By Matthew Dubois
Medical cannabis advocates march to Los Angeles City Hall.
Today, in a move which will surely ease the minds of many Maine
medical marijuana patients and growers, the House of Representatives
passed a short-term federal spending bill
that includes a provision extending legal protections for medical
cannabis. The provision, known as the Rohrabacher-Farr amendment,
prohibits the Justice Department from spending any federal funds to to
prevent medical marijuana states from implementing their own laws that
authorize the use, distribution, possession, or cultivation of medical
marijuana.
The amendment has been included in each omnibus budget bill since
2014, and has served to protect medical marijuana growers and users who
follow their states’ medical marijuana laws from federal prosecution.
While cannabis – medical or otherwise – is still federally prohibited,
the Rohrabacher-Farr amendment deprives the Justice Department of funds
with which to prosecute patients and their providers.
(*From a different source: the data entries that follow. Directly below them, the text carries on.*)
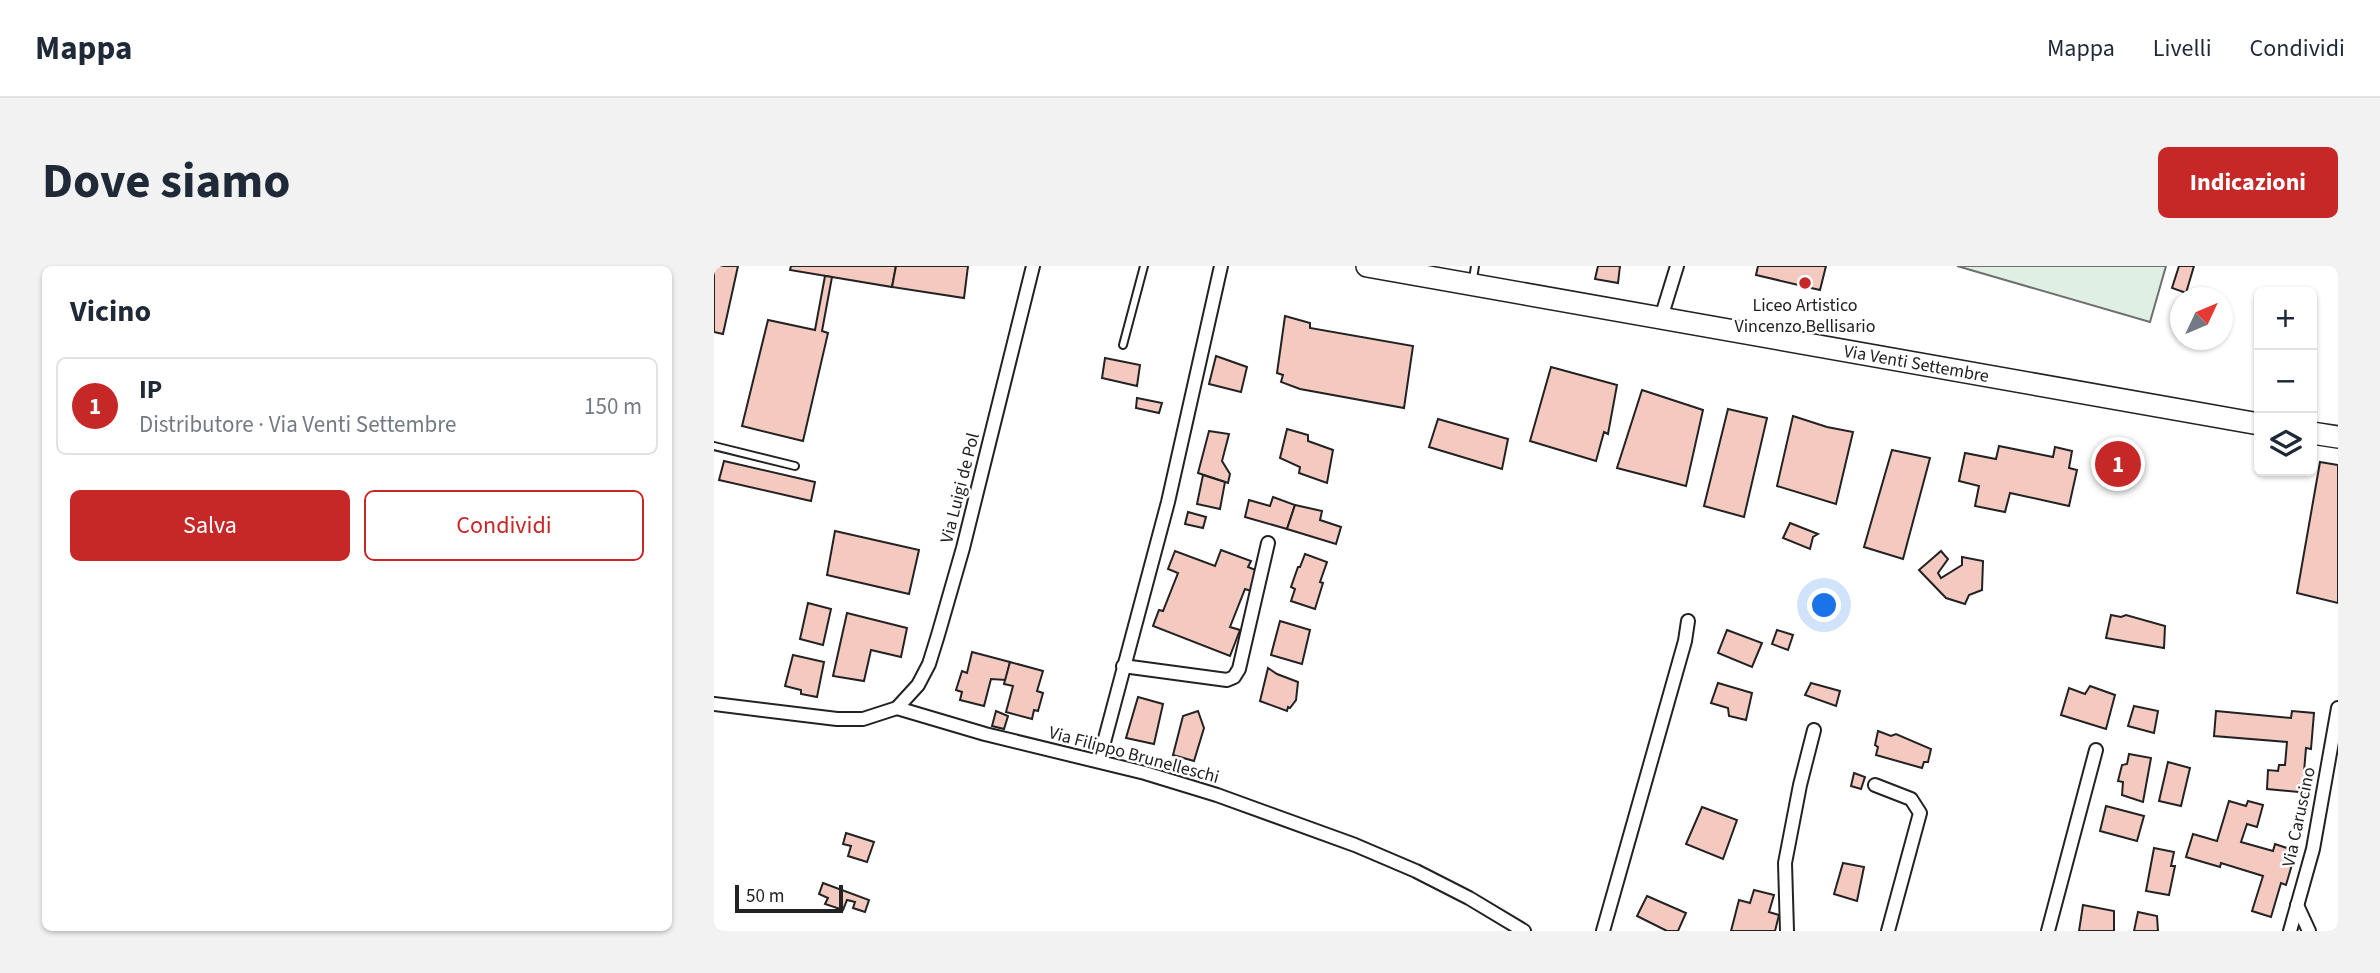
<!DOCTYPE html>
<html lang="it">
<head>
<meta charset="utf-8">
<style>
	:root { --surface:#fff; --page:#f2f2f3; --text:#1f2937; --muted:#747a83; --line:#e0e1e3; --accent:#c62828 }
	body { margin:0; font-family:"Source Sans 3",sans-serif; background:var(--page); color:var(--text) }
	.controls { position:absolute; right:21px; top:21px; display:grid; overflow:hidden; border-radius:10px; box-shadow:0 2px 5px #0004 }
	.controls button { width:63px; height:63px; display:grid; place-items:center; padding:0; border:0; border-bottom:2px solid var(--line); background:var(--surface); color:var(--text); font:35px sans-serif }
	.compass { position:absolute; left:1456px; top:21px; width:63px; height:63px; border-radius:50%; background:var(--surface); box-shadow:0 2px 5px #0004; rotate:46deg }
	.scale { position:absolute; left:21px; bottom:18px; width:108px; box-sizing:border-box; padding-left:7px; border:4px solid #222; border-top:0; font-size:19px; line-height:24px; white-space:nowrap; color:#222; -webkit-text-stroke:5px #fff; paint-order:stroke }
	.you { position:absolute; left:1111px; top:340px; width:24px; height:24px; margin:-18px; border:5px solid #fff; border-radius:50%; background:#1a73e8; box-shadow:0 0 0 10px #1a73e833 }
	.badge { display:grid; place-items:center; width:46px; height:46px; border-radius:50%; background:var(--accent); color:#fff; font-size:23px; font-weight:700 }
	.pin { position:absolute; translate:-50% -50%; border:4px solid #fff; box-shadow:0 2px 7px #0006 }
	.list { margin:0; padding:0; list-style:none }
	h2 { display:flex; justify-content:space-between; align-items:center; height:91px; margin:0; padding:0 28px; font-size:30px }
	h2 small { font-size:23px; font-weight:400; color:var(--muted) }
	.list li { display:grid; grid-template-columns:46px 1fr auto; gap:21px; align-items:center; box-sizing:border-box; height:98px; margin:0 14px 14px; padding:0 14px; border:2px solid var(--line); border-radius:10px }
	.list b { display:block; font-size:26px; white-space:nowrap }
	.list p { margin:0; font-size:23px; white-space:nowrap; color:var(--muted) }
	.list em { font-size:23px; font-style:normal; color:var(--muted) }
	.actions { display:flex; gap:14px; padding:21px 28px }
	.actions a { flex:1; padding:16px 0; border:2px solid var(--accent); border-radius:10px; text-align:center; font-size:24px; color:var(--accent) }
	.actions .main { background:var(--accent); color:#fff }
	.icon { flex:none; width:38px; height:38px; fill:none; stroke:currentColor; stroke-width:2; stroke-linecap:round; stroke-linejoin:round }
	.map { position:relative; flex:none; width:1624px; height:665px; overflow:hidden; border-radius:10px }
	header { display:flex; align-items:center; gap:42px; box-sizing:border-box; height:98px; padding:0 35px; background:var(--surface); border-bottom:2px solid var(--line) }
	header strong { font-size:33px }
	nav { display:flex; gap:38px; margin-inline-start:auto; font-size:24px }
	.intro { display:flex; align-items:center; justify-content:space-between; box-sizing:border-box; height:168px; padding:0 42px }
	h1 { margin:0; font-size:49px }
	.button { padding:18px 32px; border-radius:10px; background:var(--accent); color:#fff; font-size:24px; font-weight:700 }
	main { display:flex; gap:42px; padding:0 42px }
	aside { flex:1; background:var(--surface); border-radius:10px; box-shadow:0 2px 5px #0004 }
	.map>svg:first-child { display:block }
	.green { fill:#e0efe3; stroke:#6f6f6f; stroke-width:2 }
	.building { fill:#f3c9c0; stroke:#222; stroke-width:2 }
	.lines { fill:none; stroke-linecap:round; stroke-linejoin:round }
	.lane-casing { stroke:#222; stroke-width:10 }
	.street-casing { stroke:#222; stroke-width:16 }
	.primary-casing { stroke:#222; stroke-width:24 }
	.lane { stroke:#fff; stroke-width:6 }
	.street { stroke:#fff; stroke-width:12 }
	.primary { stroke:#fff; stroke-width:21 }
	.poi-dot { fill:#c62828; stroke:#fff; stroke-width:2.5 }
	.labels { text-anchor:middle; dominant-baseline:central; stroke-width:5; stroke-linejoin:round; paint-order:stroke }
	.poi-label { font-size:18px; fill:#222; stroke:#fff }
	.street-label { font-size:18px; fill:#222; stroke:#fff }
</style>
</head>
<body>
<header>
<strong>Mappa</strong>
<nav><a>Mappa</a><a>Livelli</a><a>Condividi</a></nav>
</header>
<div class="intro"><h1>Dove siamo</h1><a class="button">Indicazioni</a></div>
<main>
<aside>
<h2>Vicino<small></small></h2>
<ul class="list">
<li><span class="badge">1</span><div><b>IP</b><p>Distributore · Via Venti Settembre</p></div><em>150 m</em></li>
</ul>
<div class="actions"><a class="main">Salva</a><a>Condividi</a></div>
</aside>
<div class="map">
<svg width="1624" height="665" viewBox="0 0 1624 665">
	<rect width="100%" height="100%" fill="#fff"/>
	<path class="green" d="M 1243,0 L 1452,0 L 1436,56 Z"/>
	<g class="building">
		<path d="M 0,0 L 24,0 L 9,68 L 0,66 Z"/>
		<path d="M 77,0 L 182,0 L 178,21 L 76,4 Z"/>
		<path d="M 182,0 L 254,0 L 250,32 L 178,21 Z"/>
		<path d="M 884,0 L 906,0 L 904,17 L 881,13 Z"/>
		<path d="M 1044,0 L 1112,0 L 1106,24 L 1042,9 Z"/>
		<path d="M 1465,0 L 1480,0 L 1472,27 L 1458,22 Z"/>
		<path d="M 111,10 L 118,11 L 108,65 L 114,67 L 89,175 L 28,160 L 54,54 L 101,64 Z"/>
		<path d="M 571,50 L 596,57 L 596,62 L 699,80 L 690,142 L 586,123 L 567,116 L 569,109 L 563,107 Z"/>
		<path d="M 502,90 L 533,101 L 527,126 L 495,118 Z"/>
		<path d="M 391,92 L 426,99 L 423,120 L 388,112 Z"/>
		<path d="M 837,101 L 903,119 L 894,168 L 890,166 L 882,195 L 816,175 Z"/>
		<path d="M 928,124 L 989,144 L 972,220 L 903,202 Z"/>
		<path d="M 423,132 L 448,137 L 445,147 L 422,142 Z"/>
		<path d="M 1014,143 L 1053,152 L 1030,251 L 990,240 Z"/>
		<path d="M 1079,150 L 1113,161 L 1139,166 L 1122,238 L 1063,220 Z"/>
		<path d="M 724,153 L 794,173 L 788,203 L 715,181 Z"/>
		<path d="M 573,163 L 594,169 L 594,175 L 619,184 L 613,217 L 585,207 L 586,201 L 566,192 Z"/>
		<path d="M 495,165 L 515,168 L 508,195 L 516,208 L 514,217 L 484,207 Z"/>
		<path d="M 1285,180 L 1339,191 L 1341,181 L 1358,185 L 1355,202 L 1363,204 L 1355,240 L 1296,227 L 1291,246 L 1261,240 L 1265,220 L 1245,215 L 1251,187 L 1282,193 Z"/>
		<path d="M 1178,184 L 1216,192 L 1189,293 L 1150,281 Z"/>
		<path d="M 10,195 L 101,216 L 97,235 L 5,214 Z"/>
		<path d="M 1606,196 L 1624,199 L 1624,337 L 1583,327 Z"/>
		<path d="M 489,209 L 511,216 L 506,243 L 483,238 Z"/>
		<path d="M 559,231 L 581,239 L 573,263 L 531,251 L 535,234 L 556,240 Z"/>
		<path d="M 581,239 L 608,245 L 606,254 L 627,261 L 622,278 L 573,263 Z"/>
		<path d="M 474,246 L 492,251 L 489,262 L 471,258 Z"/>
		<path d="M 1076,257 L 1104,268 L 1099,271 L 1096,283 L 1069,272 Z"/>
		<path d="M 121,265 L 205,284 L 195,328 L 113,309 Z"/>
		<path d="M 507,284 L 537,295 L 534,301 L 544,305 L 537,325 L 531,323 L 516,361 L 526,364 L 516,390 L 439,360 L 445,344 L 449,345 L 464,307 L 454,303 L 461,285 L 501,300 Z"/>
		<path d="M 1227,285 L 1234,293 L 1224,307 L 1227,312 L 1248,299 L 1248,291 L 1269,295 L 1268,324 L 1255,329 L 1251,338 L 1232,332 L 1205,304 Z"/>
		<path d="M 591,288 L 613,296 L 606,316 L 609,317 L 601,343 L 577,335 L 581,323 L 577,321 L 584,301 L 586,301 Z"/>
		<path d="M 94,337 L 117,343 L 109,379 L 86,373 Z"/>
		<path d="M 133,347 L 193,362 L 187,391 L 157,384 L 150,415 L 119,410 Z"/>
		<path d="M 1397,349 L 1407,351 L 1412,349 L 1451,360 L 1450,382 L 1392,372 Z"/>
		<path d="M 566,355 L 596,364 L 588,398 L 557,389 Z"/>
		<path d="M 1013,364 L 1048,377 L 1038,401 L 1004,387 Z"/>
		<path d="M 1063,364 L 1079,369 L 1074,384 L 1058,378 Z"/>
		<path d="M 258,386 L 296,396 L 292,414 L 277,413 L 270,440 L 246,434 L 248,426 L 242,424 L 248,405 L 253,407 Z"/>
		<path d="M 79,389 L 110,396 L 103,431 L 87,428 L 87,424 L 71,420 Z"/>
		<path d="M 296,396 L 329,405 L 323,425 L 329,427 L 324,445 L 320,444 L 318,453 L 292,446 L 299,420 L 290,418 Z"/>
		<path d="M 554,402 L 563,408 L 584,416 L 582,434 L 576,442 L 574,441 L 573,445 L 546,435 Z"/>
		<path d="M 1004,417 L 1038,427 L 1032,454 L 1015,450 L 1014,442 L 997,437 Z"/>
		<path d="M 1097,417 L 1126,425 L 1122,440 L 1091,429 Z"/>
		<path d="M 1376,420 L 1401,429 L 1392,463 L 1347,449 L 1355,422 L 1371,428 Z"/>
		<path d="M 424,431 L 449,438 L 440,478 L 412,472 Z"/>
		<path d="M 1420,440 L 1444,445 L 1440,467 L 1414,460 Z"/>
		<path d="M 282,445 L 294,450 L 290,463 L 278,460 Z"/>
		<path d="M 484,445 L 490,462 L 480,495 L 459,489 L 469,450 Z"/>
		<path d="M 1502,445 L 1577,452 L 1578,445 L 1600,447 L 1597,483 L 1592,482 L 1590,506 L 1595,507 L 1594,527 L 1553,523 L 1554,504 L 1564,505 L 1565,499 L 1571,499 L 1573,476 L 1500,470 Z"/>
		<path d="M 1164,465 L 1177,470 L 1182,468 L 1217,483 L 1214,496 L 1210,496 L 1208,502 L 1162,489 L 1164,481 L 1161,479 Z"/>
		<path d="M 1415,488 L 1437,492 L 1429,536 L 1408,529 L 1409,516 L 1404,515 L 1408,499 L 1413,498 Z"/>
		<path d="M 1454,496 L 1476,502 L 1467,540 L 1445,535 Z"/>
		<path d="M 1140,507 L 1151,511 L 1147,523 L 1137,520 Z"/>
		<path d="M 1515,535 L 1532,540 L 1534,535 L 1549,539 L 1543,561 L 1533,558 L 1527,576 L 1559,585 L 1561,578 L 1582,585 L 1572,619 L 1567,617 L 1557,651 L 1538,645 L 1549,610 L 1507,597 L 1506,601 L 1472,591 L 1479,568 L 1503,575 Z"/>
		<path d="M 1392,540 L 1430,550 L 1423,575 L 1386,565 Z"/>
		<path d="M 988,541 L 1023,554 L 1009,593 L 972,578 Z"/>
		<path d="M 132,567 L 160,576 L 153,596 L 134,590 L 137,580 L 129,578 Z"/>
		<path d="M 1440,582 L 1460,586 L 1457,600 L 1461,600 L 1455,629 L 1432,625 Z"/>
		<path d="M 1129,597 L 1150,601 L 1143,635 L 1120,628 Z"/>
		<path d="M 109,617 L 155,634 L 151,646 L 139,642 L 141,636 L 133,634 L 129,644 L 111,638 L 114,632 L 105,628 Z"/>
		<path d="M 1040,624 L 1060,629 L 1055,646 L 1065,649 L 1061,665 L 1017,665 L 1025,634 L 1036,637 Z"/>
		<path d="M 933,630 L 972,647 L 964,665 L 953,665 L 923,650 Z"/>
		<path d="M 1369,639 L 1400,645 L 1400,665 L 1365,665 Z"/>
		<path d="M 1424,646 L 1443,650 L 1444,665 L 1420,665 Z"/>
	</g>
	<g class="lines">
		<defs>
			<g id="lane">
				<path d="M 759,13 L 761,0"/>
				<path d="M 409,79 L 430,0"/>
				<path d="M 0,180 L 81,200"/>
			</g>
			<g id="street">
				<path d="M 947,52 L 963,0"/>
				<path d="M 409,400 L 513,414 L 520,411 L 525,403 L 554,277"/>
				<path d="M 0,438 L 123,453 L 149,453 L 183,442 L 204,419 L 215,398 L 224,369 L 249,282 L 319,0"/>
				<path d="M 183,442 L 271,468 L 431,507 L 503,529 L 641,579 L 702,605 L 755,632 L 810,665"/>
				<path d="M 385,495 L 454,236 L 507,0"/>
				<path d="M 1161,519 L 1197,533 L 1206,547 L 1174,665"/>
				<path d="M 1583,639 L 1595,665"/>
				<path d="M 889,665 L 971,375 L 974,355"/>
				<path d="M 1073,665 L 1071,597 L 1086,519 L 1100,464"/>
				<path d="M 1334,665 L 1382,484"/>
				<path d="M 1576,665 L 1599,583 L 1624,442"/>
			</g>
			<g id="primary">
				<path id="s1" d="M 653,0 L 1545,158"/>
				<path d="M 1598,167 L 1624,171"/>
			</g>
		</defs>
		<use href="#lane" class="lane-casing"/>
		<use href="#street" class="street-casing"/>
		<use href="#primary" class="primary-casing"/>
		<use href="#lane" class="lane"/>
		<use href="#street" class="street"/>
		<use href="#primary" class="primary"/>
	</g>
	<circle class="poi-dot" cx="1091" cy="17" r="7"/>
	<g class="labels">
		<g class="poi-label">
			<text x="1091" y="39">Liceo Artistico<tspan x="1091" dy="21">Vincenzo Bellisario</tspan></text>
		</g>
		<g class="street-label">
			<text stroke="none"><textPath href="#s1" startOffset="558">Via Venti Settembre</textPath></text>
			<text transform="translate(246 222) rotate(-76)">Via Luigi de Pol</text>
			<text transform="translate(420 489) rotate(15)">Via Filippo Brunelleschi</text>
			<text transform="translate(1585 551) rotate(-78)">Via Caruscino</text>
		</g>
	</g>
</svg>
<div class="controls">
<button>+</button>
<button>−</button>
<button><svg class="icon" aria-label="layers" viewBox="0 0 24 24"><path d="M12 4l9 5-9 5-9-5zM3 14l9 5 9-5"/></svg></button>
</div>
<svg class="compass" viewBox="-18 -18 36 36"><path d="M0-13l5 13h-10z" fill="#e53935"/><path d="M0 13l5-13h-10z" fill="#747a83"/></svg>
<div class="scale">50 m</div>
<div class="you"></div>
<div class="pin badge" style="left:1404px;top:198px">1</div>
</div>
</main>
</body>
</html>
The amendment was
set to expire on April 28, and if Congress hadn’t reauthorized it as
part of the spending deal, patients, caregivers, and dispensaries
nationwide would have been exposed to potential federal prosecution.
Fortunately for patients and growers, however, the spending bill, which
is a short-term solution to fund the federal government through late
September, includes the amendment.
The amendment extends no protection to recreational cannabis growers
and users, however, and concerns among the industry have only grown
since Attorney General Jeff Sessions expressed hostility toward
recreational marijuana in January. Even as the Maine legislature works
to hammer out the laws governing Maine’s own recreational marijuana
program, the legal future of recreational cannabis nationwide remains
uncertain.
And while the spending bill will protect medical marijuana patients
and providers through September, many feel a more permanent solution is
needed. Medical cannabis advocate Rep. Earl Blumenauer, D-Oregon, who
supported the amendment, said in a statement:
“Medical marijuana patients and the businesses that support them now
have a measure of certainty, but this annual challenge must end. We need
permanent protections for state-legal medical marijuana programs, as
well as adult-use.”
Fortunately for patients who rely on medical cannabis and those who
provide it, the near-term future of medical cannabis is settled, and
federal prosecution of lawful participants in state medical marijuana
programs remains unlikely. An effort to ensure inclusion of a similar
amendment, called the Rohrabacher-Blumenauer amendment, in 2018’s
federal budget bill is already underway. Until a more substantial
federal policy change can be implemented, stop-gap solutions like the
spending bill amendment remain the first line of defense from federal
raids and prosecution for patients and growers in Maine and elsewhere.